Abstract

Abstract Understanding the power dissipation behavior of an application/workload is the key to writing power-efficient software and designing energy-efficient computer systems. Power modeling based on performance monitoring counters (PMCs) is an effective approach to analyze and quantify power dissipation behaviors on a real computer system. One of the potential benefits is that software developers are able to optimize the power behavior of an application by adjusting its source code implementations. However, it is challenging to relate power dissipation to the execution of specific segments of source code directly. In addition, existing power models need to be further investigated by reconsidering multicore architecture processors with on-chip shared resources. Therefore, we need to adjust PMC-based power models from the developers’ perspective, and reevaluate them on multicore computer systems. In this paper, followed by a detailed classification of previous efforts on power profiling, we propose a two-level power model that estimates per-core power dissipation on chip multiprocessor (CMP) on-the-fly by using only one PMC and frequency information from CPUs.
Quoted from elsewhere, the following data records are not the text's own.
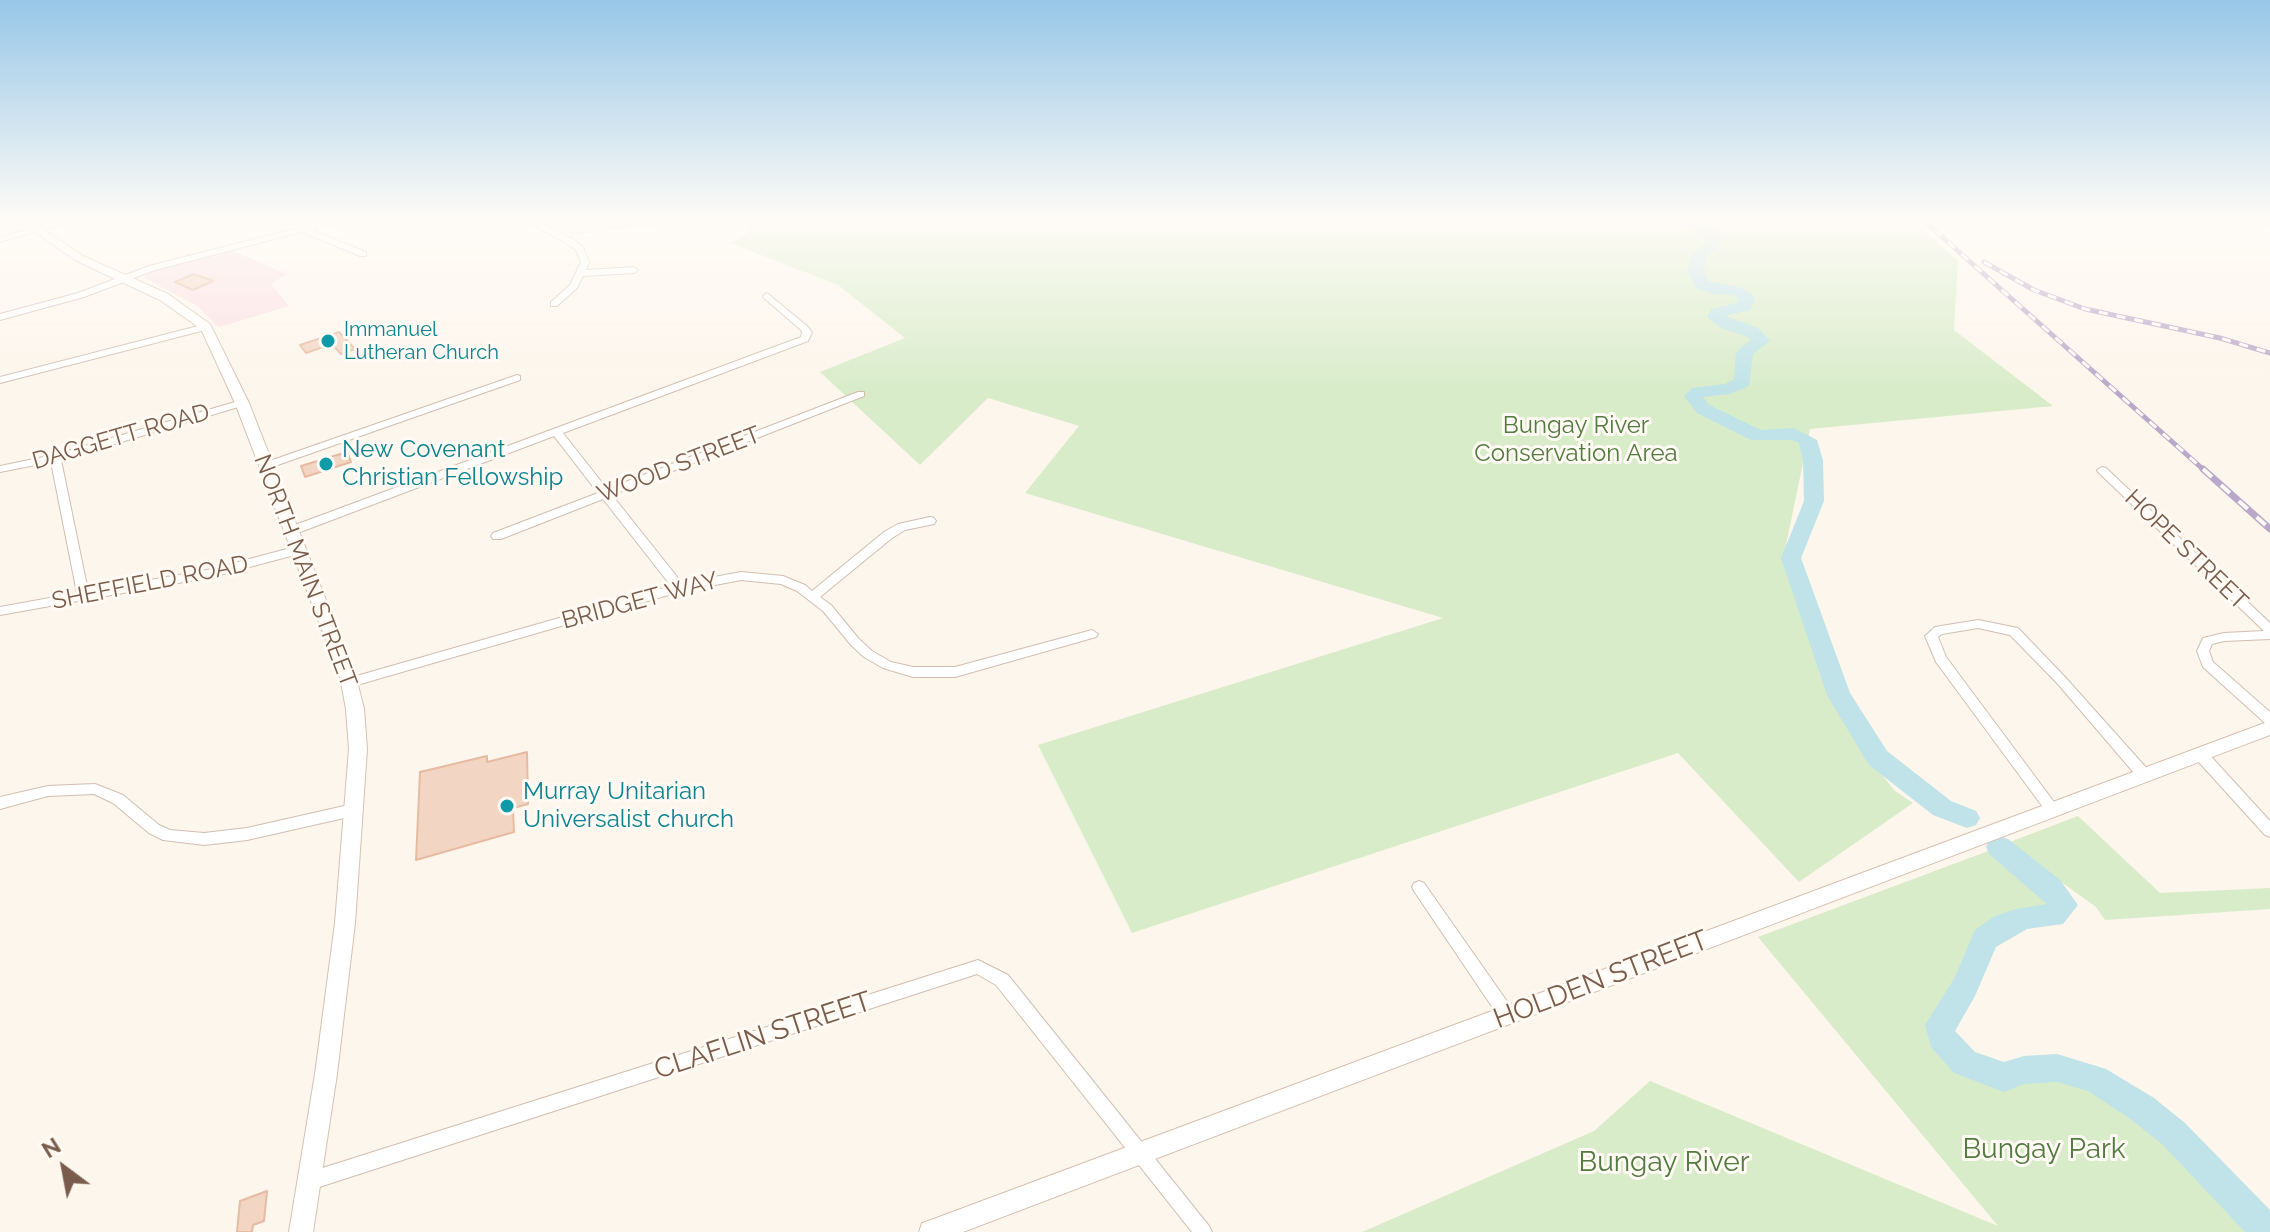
<!DOCTYPE html>
<style>
body{margin:0}
#map{position:relative;width:2270px;height:1232px;overflow:hidden;background:#fdf6ec;font-family:Raleway,sans-serif}
canvas{display:block}
.north{position:absolute;left:24px;top:1128px;width:80px;height:80px;-webkit-text-stroke:6px #fffaf3;paint-order:stroke;rotate:328deg;font-size:22px;font-weight:700;line-height:32px;text-align:center;color:#7a5c4d}
.north::after{content:'';display:block;margin:auto;width:28px;height:36px;background:#7a5c4d;clip-path:polygon(50% 0,100% 100%,50% 72%,0 100%)}
</style>
<div id="map">
<canvas width="2270" height="1232"></canvas>
<div class="north">N</div>
</div>
<script>
const ctx = document.querySelector('canvas').getContext('2d');
ctx.lineJoin = 'round';
function fillPath(path, color) { ctx.fillStyle = color; ctx.fill(path, 'evenodd'); }
const toPath = rows => new Path2D(rows.map(r => 'M' + r).join(''));
function stroke(path, color, width, dash) { ctx.strokeStyle = color; ctx.lineWidth = width; ctx.lineCap = dash ? 'butt' : 'round'; ctx.setLineDash(dash || []); ctx.stroke(path); }
function drawText(font, color, halo, rows, align = 'center') {
  ctx.font = font + ' Raleway,sans-serif'; ctx.lineWidth = 6; ctx.setLineDash([]); ctx.textBaseline = 'middle'; ctx.strokeStyle = halo; ctx.fillStyle = color; for (const [text, x, y, turn = 0] of rows) {
    ctx.save(); ctx.translate(x, y); ctx.rotate((+turn || 0) * Math.PI / 180); ctx.textAlign = isNaN(turn) ? turn : align; if (halo) ctx.strokeText(text, 0, 0); ctx.fillText(text, 0, 0); ctx.restore();
  }
}
fillPath(toPath([
 [234,251,287,274,271,284,289,306,219,327,196,305,144,278,150,272]
]), '#fbdfe3');
fillPath(toPath([
 [551,218,713,218,573,235,547,225],
 [737,218,1910,218,1958,261,1954,330,2053,406,1810,429,1786,545,1839,695,1862,751,1895,791,1913,803,1799,882,1678,753,1132,933,1038,745,1443,618,1025,493,1079,426,988,398,920,465,820,372,905,338,838,285,730,243,750,232],
 [2078,816,2160,893,2270,888,2270,909,2105,920,2096,907,2007,843],
 [1999,847,2050,888,2064,905,2053,916,2026,917,2005,925,1985,939,1965,987,1940,1025,1941,1037,1965,1063,2003,1077,2024,1070,2057,1068,2095,1079,2143,1109,2174,1134,2203,1183,2256,1232,1362,1232,1594,1131,1650,1081,1998,1226,1758,937]
]), '#d8ecc9');
fillPath(toPath([
 [1678,218,1696,218,1719,232,1720,244,1706,257,1704,271,1708,281,1743,288,1753,296,1755,299,1750,310,1725,316,1758,328,1770,341,1753,354,1749,386,1729,394,1703,397,1709,405,1761,430,1794,428,1817,440,1823,460,1824,501,1801,558,1850,693,1887,751,1951,801,1976,811,1980,818,1976,825,1967,828,1933,815,1869,765,1827,695,1781,558,1804,501,1803,460,1799,443,1792,440,1751,440,1697,413,1684,396,1692,388,1725,384,1734,379,1736,352,1751,340,1746,336,1723,329,1707,317,1711,309,1737,303,1738,300,1733,295,1712,294,1695,287,1688,271,1691,256,1705,242,1706,237,1678,218],
 [1999,836,2008,839,2060,880,2078,905,2063,924,2027,929,1996,947,1975,996,1955,1031,1975,1052,2004,1062,2024,1056,2057,1054,2106,1069,2154,1098,2185,1123,2270,1210,2270,1232,2245,1232,2163,1145,2132,1120,2088,1091,2057,1082,2024,1084,2004,1092,1954,1073,1931,1047,1925,1025,1954,979,1975,930,1995,916,2016,909,2047,904,1990,855,1986,847,1990,839,1999,836]
]), '#bfe3e8');
const building = toPath([
 [194,274,213,281,193,290,175,282,194,274],
 [339,332,355,349,341,354,332,344,306,353,300,345,339,332],
 [347,452,351,462,305,477,301,466,347,452],
 [527,752,528,804,513,808,514,832,416,860,420,772,487,756,487,762,527,752],
 [267,1191,264,1221,253,1225,252,1232,237,1232,240,1201,267,1191]
]);
fillPath(building, '#f3d5c3');
stroke(building, '#e6bba3', 2);
const street = toPath([
 [71,218,84,218,0,242,0,237,71,218],
 [337,218,351,218,311,230,366,252,366,256,360,256,302,232,155,270,84,297,0,320,0,314,78,293,149,266,337,218],
 [519,218,529,218,571,238,583,247,589,262,586,270,634,267,638,270,634,273,583,276,577,288,557,306,551,306,551,302,570,285,581,262,576,250,565,242,519,218],
 [767,293,807,326,812,332,808,341,563,433,607,489,858,392,864,392,864,396,612,495,682,583,741,572,783,576,805,585,812,591,884,532,898,524,930,517,934,518,936,521,934,524,905,530,892,538,820,597,831,605,859,639,872,651,891,662,913,667,955,667,1092,630,1098,634,1096,637,955,677,913,677,883,668,864,657,851,645,823,611,797,591,781,584,741,580,679,592,350,687,346,685,344,682,346,679,671,586,603,499,501,539,493,539,491,536,493,533,598,493,554,436,295,534,287,534,285,531,287,528,801,337,802,332,801,330,764,298,763,296,767,293],
 [206,324,209,325,209,329,0,383,0,377,206,324],
 [517,375,520,376,520,380,269,468,265,469,260,466,261,464,517,375],
 [242,400,245,401,245,405,61,460,88,591,212,569,298,546,304,550,302,553,212,577,0,615,0,607,77,593,51,462,0,472,0,466,53,455,242,400],
 [2102,467,2106,468,2270,623,2270,639,2224,641,2212,644,2209,651,2213,662,2270,712,2270,725,2265,723,2203,667,2197,651,2203,638,2224,633,2264,631,2098,472,2097,470,2102,467],
 [1978,620,2018,628,2065,677,2150,772,2152,776,2150,780,2145,781,2140,780,2057,683,2010,635,1978,628,1942,634,1938,637,1946,657,2060,810,2058,814,2053,816,2048,814,1936,662,1925,636,1935,627,1978,620],
 [2201,750,2206,751,2270,821,2270,837,2265,835,2196,759,2194,755,2196,751,2201,750],
 [95,784,123,795,159,825,170,830,204,833,247,828,353,804,358,806,360,810,358,814,353,816,247,840,204,845,163,840,149,833,113,803,94,794,48,796,0,809,0,797,48,786,95,784],
 [1419,881,1424,883,1513,1010,1515,1015,1513,1020,1507,1022,1501,1020,1414,891,1412,887,1414,883,1419,881],
 [978,960,1008,975,1209,1226,1212,1232,1192,1232,996,985,977,974,310,1190,304,1187,301,1181,304,1175,310,1172,978,960]
]);
const secondary = toPath([
 [15,218,27,218,83,256,168,294,210,324,249,403,356,677,364,709,367,749,355,923,337,1074,313,1232,289,1232,315,1074,335,923,349,749,346,709,340,677,235,403,201,329,160,300,75,260,15,218],
 [2270,721,2270,735,963,1232,919,1232,922,1223,931,1220,2270,721]
]);
stroke(street, '#d1beb0', 2);
stroke(secondary, '#d6c0b0', 2);
fillPath(street, '#fff');
fillPath(secondary, '#fff');
const railFar1 = toPath([
 [1921,218,2205,471],
 [1984,262,2034,290,2085,309,2220,338,2270,353]
]);
const rail = toPath([
 [2203,469,2270,529]
]);
stroke(railFar1, '#b9a8c9', 5);
stroke(rail, '#b9a8c9', 7);
stroke(railFar1, '#fffaf3', 3, [9]);
stroke(rail, '#fffaf3', 4, [12]);
const sky = ctx.createLinearGradient(0, 0, 0, 391);
sky.addColorStop(0, '#97c7e8');
sky.addColorStop(0.56, '#fefbf6');
sky.addColorStop(1, '#fefbf600');
ctx.fillStyle = sky;
ctx.fillRect(0, 0, 2270, 391);
for (const [x, y, r, color] of [
 [328,341,8,"#0f9aa8"],
 [326,464,8,"#0f9aa8"],
 [507,806,8,"#0f9aa8"]
]) { const dot = new Path2D(); dot.arc(x, y, r, 0, 2 * Math.PI); ctx.fillStyle = color; ctx.fill(dot); stroke(dot, '#fffaf3', 3); }
drawText('20px', '#0d838f', '#fffaf3', [
 ["Immanuel",344,330],
 ["Lutheran Church",344,353]
], 'left');
drawText('24px', '#537a41', '#fffaf3', [
 ["Bungay River",1576,426],
 ["Conservation Area",1576,454]
]);
drawText('24px', '#7a5c4d', '#fffaf3', [
 ["DAGGETT ROAD",121,437,-16],
 ["WOOD STREET",679,465,-21],
 ["HOPE STREET",2186,550,44],
 ["NORTH MAIN STREET",305,571,69],
 ["SHEFFIELD ROAD",150,583,-11],
 ["BRIDGET WAY",640,601,-15]
]);
drawText('24px', '#0d838f', '#fffaf3', [
 ["New Covenant",342,450],
 ["Christian Fellowship",342,478],
 ["Murray Unitarian",523,792],
 ["Universalist church",523,820]
], 'left');
drawText('28px', '#7a5c4d', '#fffaf3', [
 ["HOLDEN STREET",1601,980,-21],
 ["CLAFLIN STREET",763,1036,-18]
]);
drawText('28px', '#537a41', '#fffaf3', [
 ["Bungay Park",2044,1150],
 ["Bungay River",1664,1163]
]);
</script>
The model attempts to satisfy the basic requirements from developer point of view: simplicity and applicability. Based on this model, we design and implement SPAN, a software power analyzer, to identify power behavior associated with source code. Given an application, SPAN is able to determine its power dissipation rate at the function-block level. We evaluate both the power model and SPAN on two general purpose multicore computer systems. The experimental results based on SPEC2008Cjvm benchmark suite show the average error rate of 5.40% across one core to six core validation. We also verify SPAN using the FT benchmark from NAS parallel benchmark suite and a synthetic workload. The overall estimated error of SPAN is under 3.00%.